▸ Description of the task:
From the first line to the last, repeat the records exactly and skip the pictures.

━━━━━━

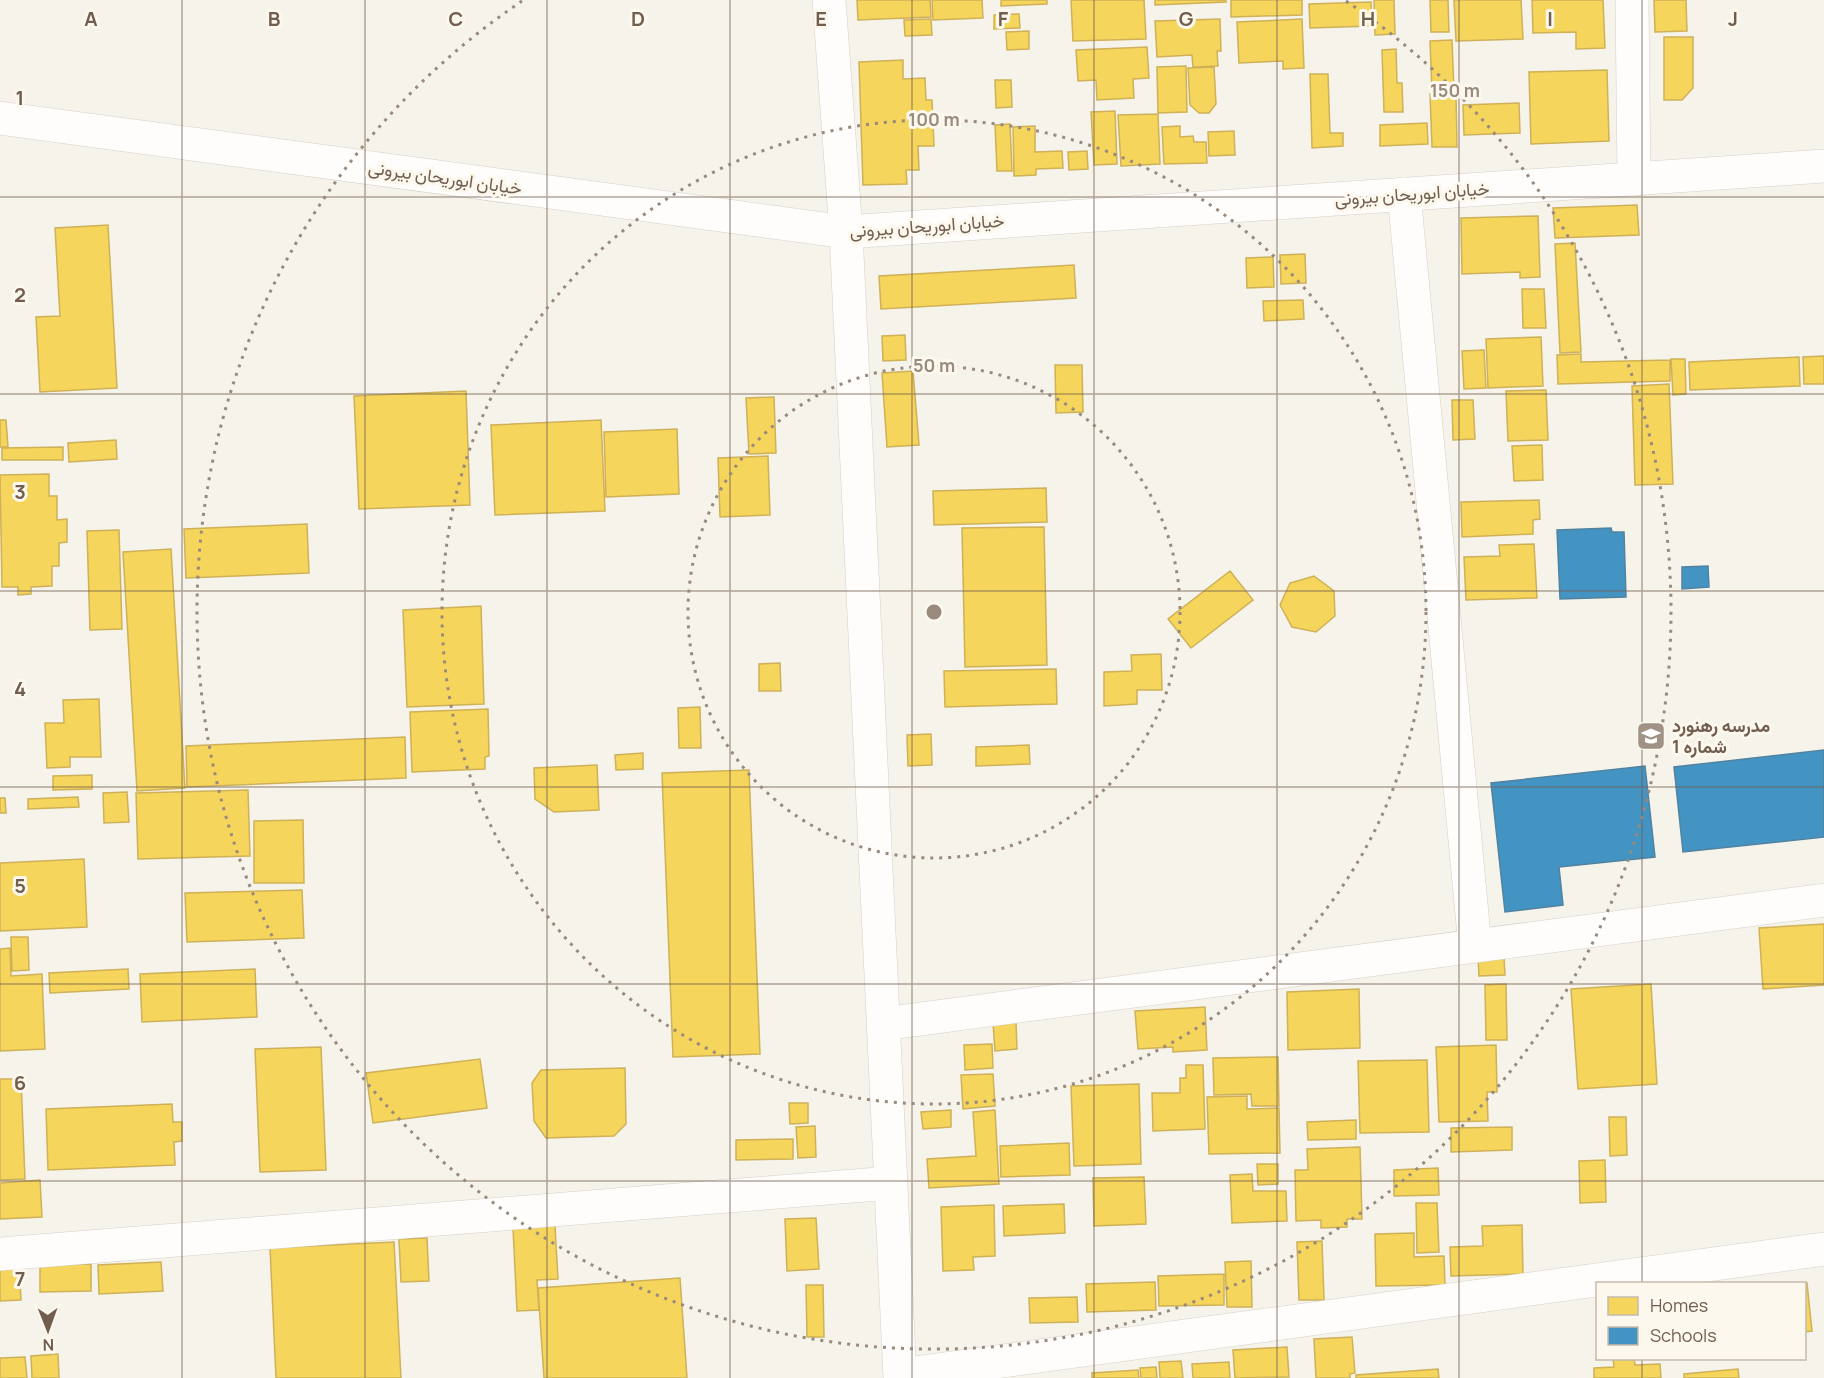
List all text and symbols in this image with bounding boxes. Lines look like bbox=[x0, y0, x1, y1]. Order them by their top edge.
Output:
text: A bbox=[84, 5, 98, 32]
text: B bbox=[268, 5, 281, 32]
text: C bbox=[449, 5, 463, 32]
text: D bbox=[631, 5, 645, 32]
text: E bbox=[815, 5, 827, 32]
text: F bbox=[998, 5, 1009, 32]
text: G bbox=[1179, 5, 1194, 32]
text: H bbox=[1361, 5, 1375, 32]
text: I bbox=[1547, 5, 1553, 32]
text: J bbox=[1728, 5, 1738, 32]
text: 150 m bbox=[1430, 78, 1480, 102]
text: 1 bbox=[16, 84, 24, 111]
text: 100 m bbox=[908, 107, 960, 131]
street label: خیابان ابوریحان بیرونی bbox=[367, 154, 524, 200]
street label: خیابان ابوریحان بیرونی bbox=[1334, 176, 1490, 210]
street label: خیابان ابوریحان بیرونی bbox=[849, 208, 1005, 242]
text: 2 bbox=[14, 281, 26, 308]
text: 50 m bbox=[913, 353, 955, 377]
text: 3 bbox=[14, 478, 26, 505]
centre of rings bbox=[924, 602, 944, 622]
text: 4 bbox=[14, 675, 26, 702]
place label: مدرسه رهنورد شماره 1 bbox=[1672, 713, 1771, 758]
school or university icon: مدرسه رهنورد شماره 1 bbox=[1635, 720, 1667, 752]
text: 5 bbox=[14, 872, 26, 899]
text: 6 bbox=[14, 1069, 26, 1096]
text: 7 bbox=[15, 1265, 25, 1292]
legend bbox=[1596, 1282, 1806, 1360]
text: Homes bbox=[1650, 1293, 1708, 1317]
north arrow bbox=[18, 1300, 78, 1360]
text: Schools bbox=[1650, 1323, 1717, 1347]
text: N bbox=[42, 1334, 54, 1356]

━━━━━━

▸ Answer box:
List all text and symbols in this image with bounding boxes. Lines look like bbox=[x0, y0, x1, y1]. Order them by their top edge.
Output:
text: A bbox=[84, 5, 98, 32]
text: B bbox=[268, 5, 281, 32]
text: C bbox=[449, 5, 463, 32]
text: D bbox=[631, 5, 645, 32]
text: E bbox=[815, 5, 827, 32]
text: F bbox=[998, 5, 1009, 32]
text: G bbox=[1179, 5, 1194, 32]
text: H bbox=[1361, 5, 1375, 32]
text: I bbox=[1547, 5, 1553, 32]
text: J bbox=[1728, 5, 1738, 32]
text: 150 m bbox=[1430, 78, 1480, 102]
text: 1 bbox=[16, 84, 24, 111]
text: 100 m bbox=[908, 107, 960, 131]
street label: خیابان ابوریحان بیرونی bbox=[367, 154, 524, 200]
street label: خیابان ابوریحان بیرونی bbox=[1334, 176, 1490, 210]
street label: خیابان ابوریحان بیرونی bbox=[849, 208, 1005, 242]
text: 2 bbox=[14, 281, 26, 308]
text: 50 m bbox=[913, 353, 955, 377]
text: 3 bbox=[14, 478, 26, 505]
centre of rings bbox=[924, 602, 944, 622]
text: 4 bbox=[14, 675, 26, 702]
place label: مدرسه رهنورد شماره 1 bbox=[1672, 713, 1771, 758]
school or university icon: مدرسه رهنورد شماره 1 bbox=[1635, 720, 1667, 752]
text: 5 bbox=[14, 872, 26, 899]
text: 6 bbox=[14, 1069, 26, 1096]
text: 7 bbox=[15, 1265, 25, 1292]
legend bbox=[1596, 1282, 1806, 1360]
text: Homes bbox=[1650, 1293, 1708, 1317]
north arrow bbox=[18, 1300, 78, 1360]
text: Schools bbox=[1650, 1323, 1717, 1347]
text: N bbox=[42, 1334, 54, 1356]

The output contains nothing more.